Historical methods of assessing PV capacity levels are proving inadequate, with total industry capacity calculations often being no more than a summation of ambitious, nameplate announcements – each typically assigned the same weighting or capability. However, this is not the only mistake encountered.

Annualized capacity at year-end is often presented as full-year manufacturing capacity, regardless of the effectiveness of each fab within any given year. Rather, annualized capacity at year-end is a figure representative of a maximum (and theoretical) capacity for the forthcoming year only.

Associating cumulative, annualized year-end capacities with practical capacity levels is highly misleading. Figures here can run from 38GW in 2010 to more than 60GW in 2012. Using these numbers together with industrywide production levels to generate utilization rates only creates confusion.

Were all fabs alike in their technical and commercial maturity, calculating the annualized capacity levels would almost be the whole story. Annualized capacity is by default a lower number than year-end capacity, owing to expansions having been performed throughout the year – the difference being most noticeable when a significant amount of capacity is added and ramped midyear (such as for 2010 and 2011).

However, not all PV fabs are created equal and this is one of the key overlooked issues. For example, capacity added by a Tier 1 Chinese vertically-integrated manufacturer has a considerably different risked impact on both supply and demand compared to capacity added, say, by a thin-film entrant using equipment with a limited track-record or a high-cost (pure-play) cell manufacturer. Adding up these capacities on a like-for-like basis is inappropriate. To account for this, Solarbuzz uses ‘effective’ scaling factors, either on a case-by-case basis or by Tier category assigned to every expansion phase.

This generates a more realistic capacity figure – combining quarterly-ramped (annualized) and production-capable (effective) capacity levels. However, this is still a somewhat technology-biased, best-case analysis: what remains missing is a good dose of commercial reality. This forms the basis of Tier level categorization.

Tier levels are being used somewhat liberally within the PV industry but require clearer definition. Tier categories are assigned by Solarbuzz at the fab level, allowing companies pursuing different manufacturing technologies to be treated separately. This also allows differentiation between cell lines that are legacy, market-competitive, or (as yet fully qualified) high-efficiency variants. Tier 1 fabs are characterized by:

• Capacity installed is in excess of 500MW.
• Technology has been qualified in high-volume production with low processing costs.
• Manufacturing is at mass-production status, typically supported by vertical upstream integration.
• Product (cell/panel) is competitive in current market climate, often accompanied by strong downstream participation and access to project pipelines.

There are less than 20 cell (and thin-film panel) producers (out of over 300) operating fabs that fall into the Tier 1 category. Note that the rationale for assigning companies here is not historical, but current or forward-looking only. (With the rate of manufacturing change during the past 24 months, previous achievements have minimal impact on future performance.)
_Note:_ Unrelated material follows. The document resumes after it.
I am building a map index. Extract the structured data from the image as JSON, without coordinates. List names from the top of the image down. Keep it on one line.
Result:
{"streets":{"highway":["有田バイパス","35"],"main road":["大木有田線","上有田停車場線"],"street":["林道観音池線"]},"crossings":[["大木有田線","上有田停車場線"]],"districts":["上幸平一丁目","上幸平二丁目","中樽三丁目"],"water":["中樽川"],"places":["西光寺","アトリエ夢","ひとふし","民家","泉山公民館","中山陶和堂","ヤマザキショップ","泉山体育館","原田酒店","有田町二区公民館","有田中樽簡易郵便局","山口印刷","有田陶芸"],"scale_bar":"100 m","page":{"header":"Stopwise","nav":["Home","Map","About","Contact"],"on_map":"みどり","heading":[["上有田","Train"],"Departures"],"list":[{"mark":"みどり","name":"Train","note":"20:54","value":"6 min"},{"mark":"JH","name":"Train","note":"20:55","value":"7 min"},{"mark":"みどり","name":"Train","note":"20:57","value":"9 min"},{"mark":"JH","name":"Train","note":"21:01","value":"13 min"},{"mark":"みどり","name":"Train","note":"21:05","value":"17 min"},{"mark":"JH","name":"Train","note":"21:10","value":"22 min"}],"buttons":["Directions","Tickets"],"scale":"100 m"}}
The figure (above left) shows each capacity definition for the period 2010 to 2012 and goes a long way to explaining why the big capacity numbers quoted are not valid when assessing supply/demand and potential overcapacity.
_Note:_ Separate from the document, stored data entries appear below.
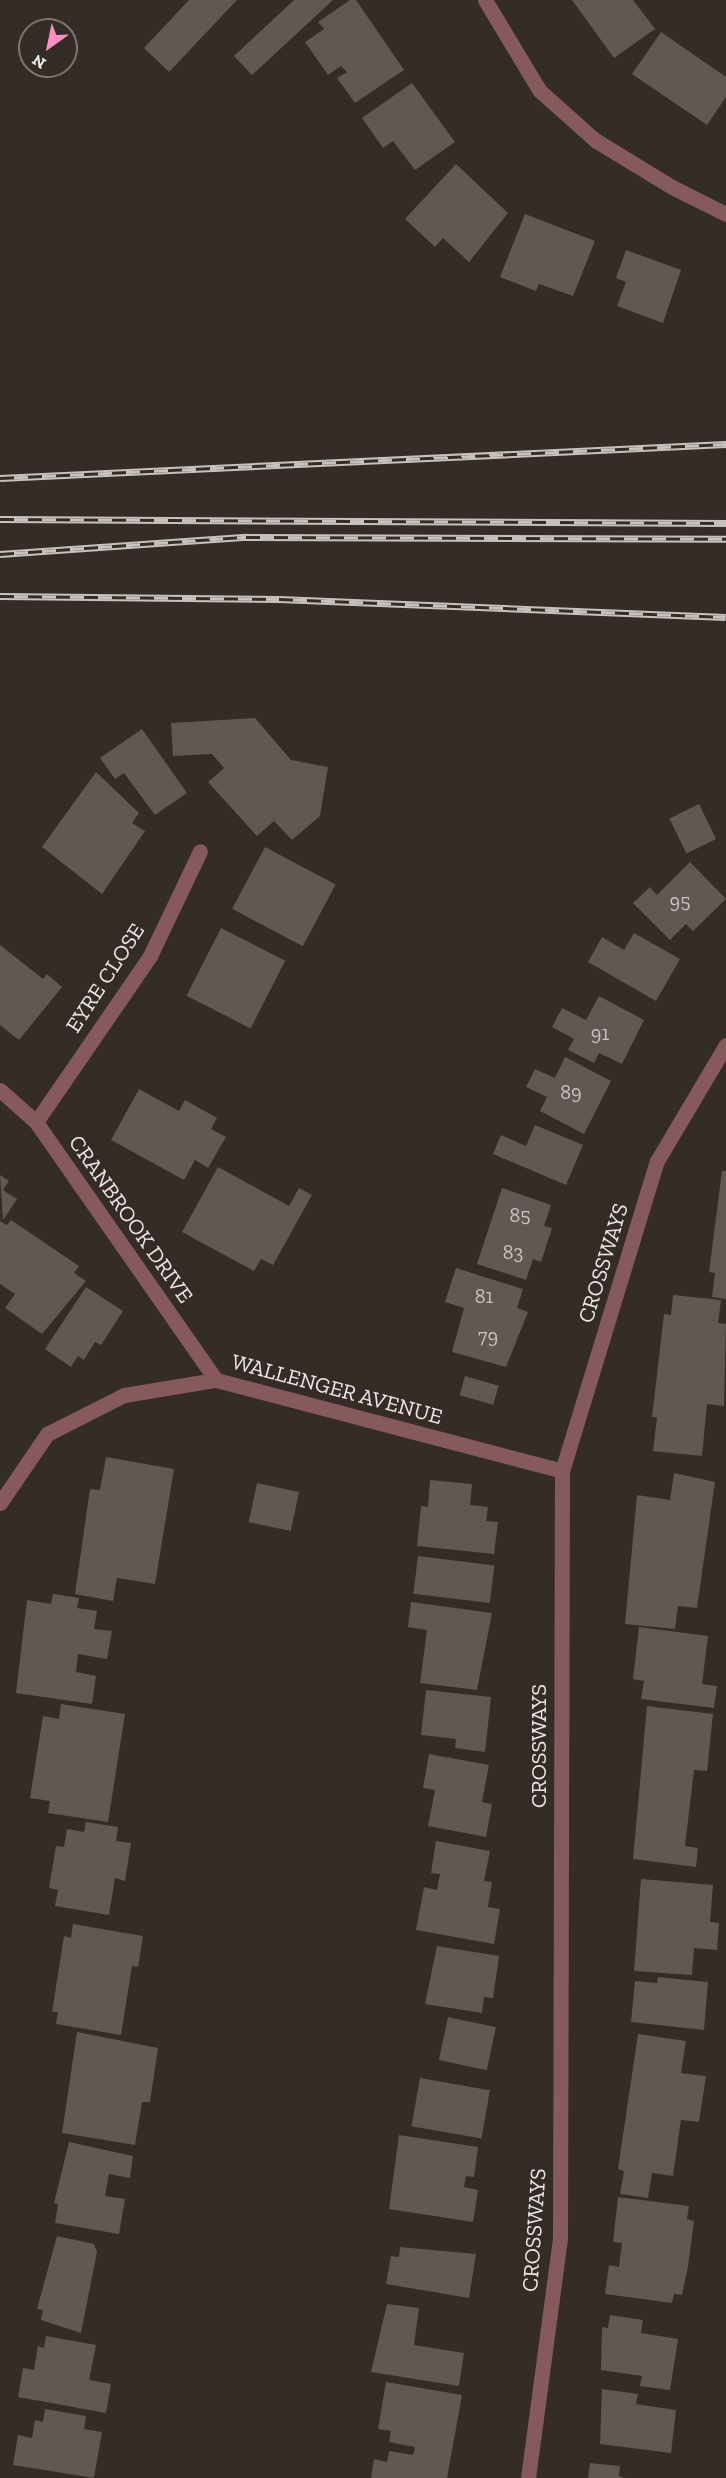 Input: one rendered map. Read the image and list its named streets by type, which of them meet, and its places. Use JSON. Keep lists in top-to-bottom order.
{
  "streets": {
    "street": [
      "EYRE CLOSE",
      "CRANBROOK DRIVE",
      "CROSSWAYS",
      "WALLENGER AVENUE"
    ]
  },
  "crossings": [
    ["EYRE CLOSE", "CRANBROOK DRIVE"],
    ["CRANBROOK DRIVE", "WALLENGER AVENUE"],
    ["CROSSWAYS", "WALLENGER AVENUE"]
  ],
  "house_numbers": [
    "95",
    "91",
    "89",
    "85",
    "83",
    "81",
    "79"
  ],
  "north": "bottom left"
} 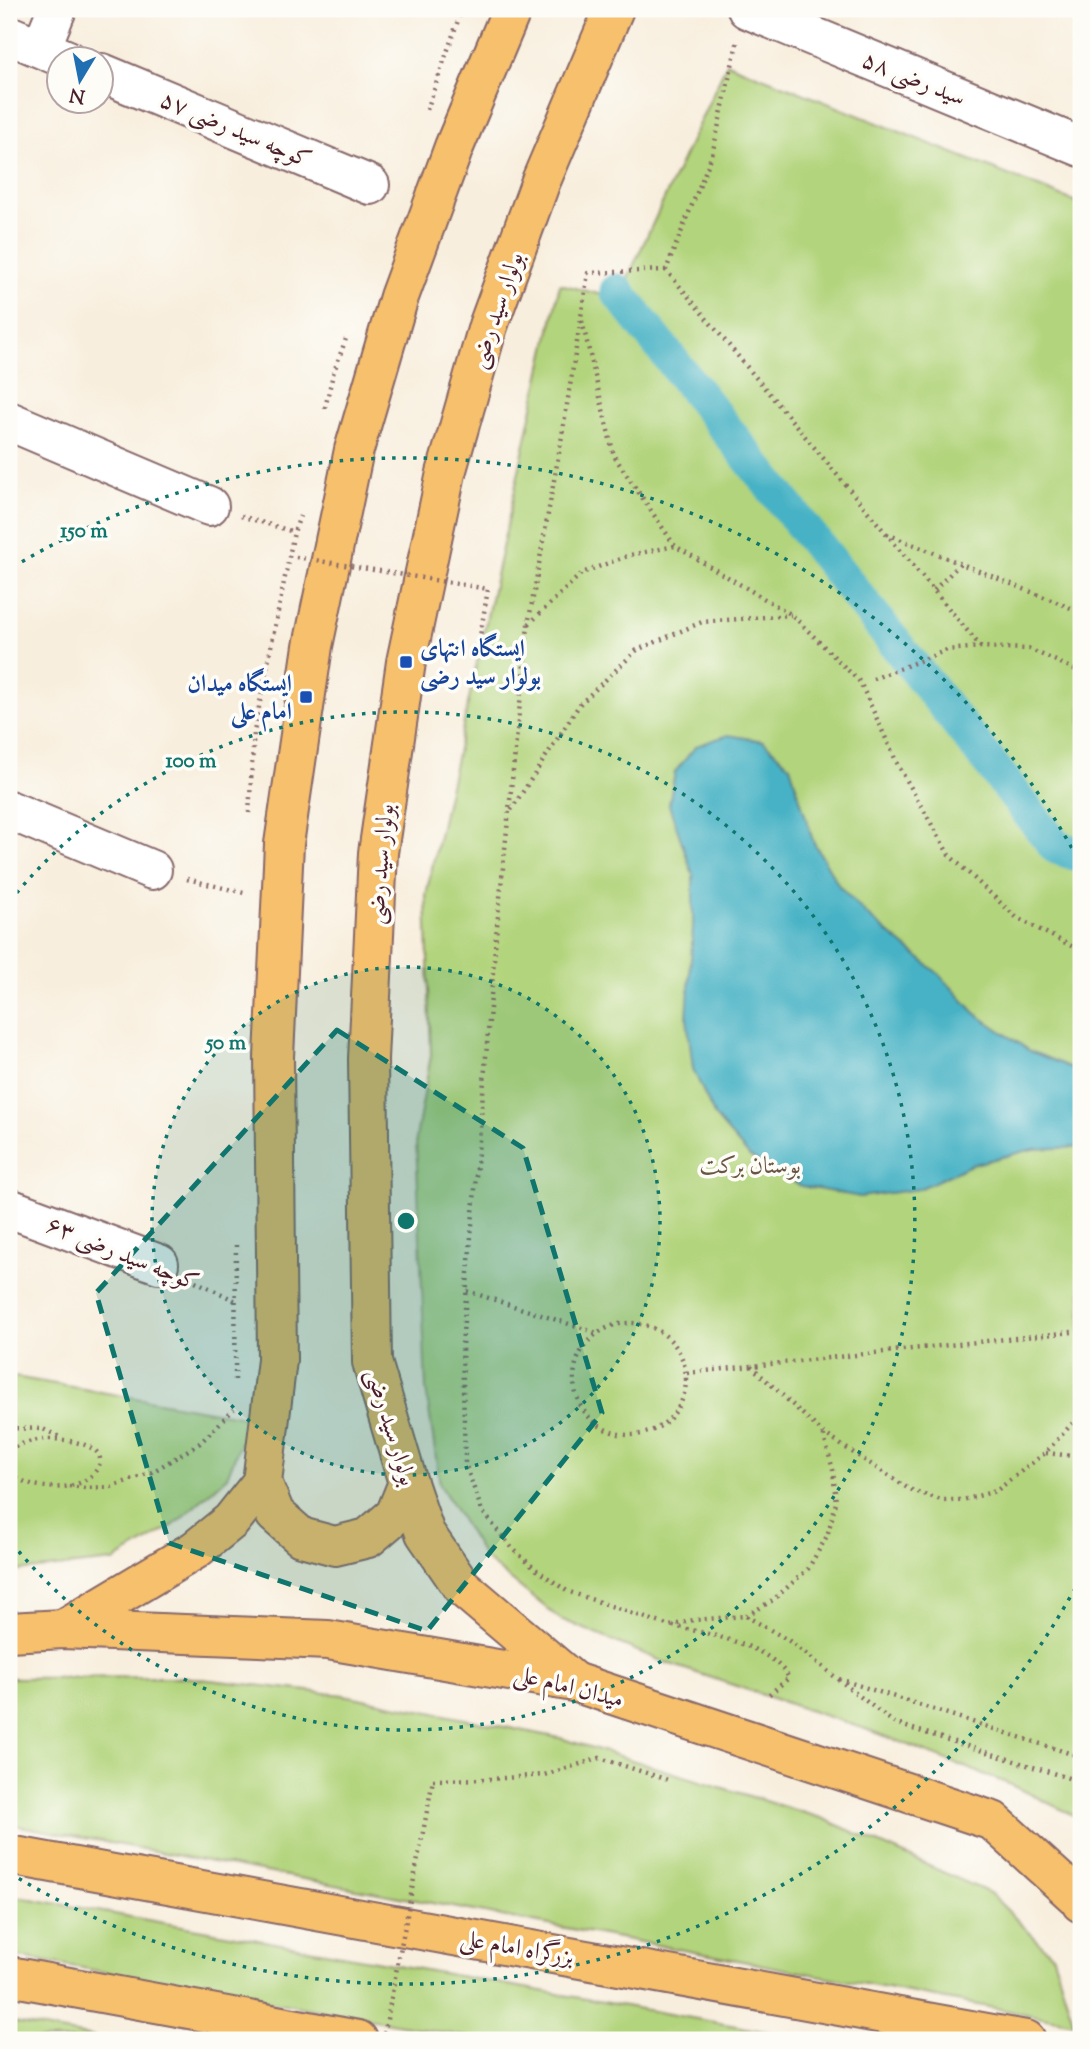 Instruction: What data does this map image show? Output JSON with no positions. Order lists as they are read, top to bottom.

Looking at the 2011 data, the Tier 1 annualized/effective capacity of 23GW is capable of meeting full-year demand, regardless of whether Tier 1 players choose to take advantage of an opportunistic spot market. However, Tier 2 and Tier 3 manufacturers are boosting the total annualized/effective capacity to nearly 36GW this year, having been somewhat misled by the events of 2010. This has created a highly competitive environment, ultimately forcing many Tier 2 and Tier 3 manufacturers to shut fabs or to decrease utilization rates significantly.

This imbalance may actually increase during 2012. Nearly 50GW of annualized/effective capacity will be available in 2012, but the Tier 1 group is on track to exceed 32GW – more than likely enough to meet full-year demand again. And this does not even factor in multi-GW inventory levels still to be worked through during 2H’11. As a result, some 200 cell producers globally will be in the at-risk category of surviving through to 2013.

Ultimately, the capacity data should frame the aspiration levels of the Tier 2 c-Si cell/module entrants (mainly within China) for 2011 and 2012, and the level of business – if any – that is available to them. Their ability to operate cash-positive at a time when margins at Tier 1 participants are being eroded to single-digit figures will become the most important factor driving a widespread shakeout of unprofitable fabs within the midstream PV segment.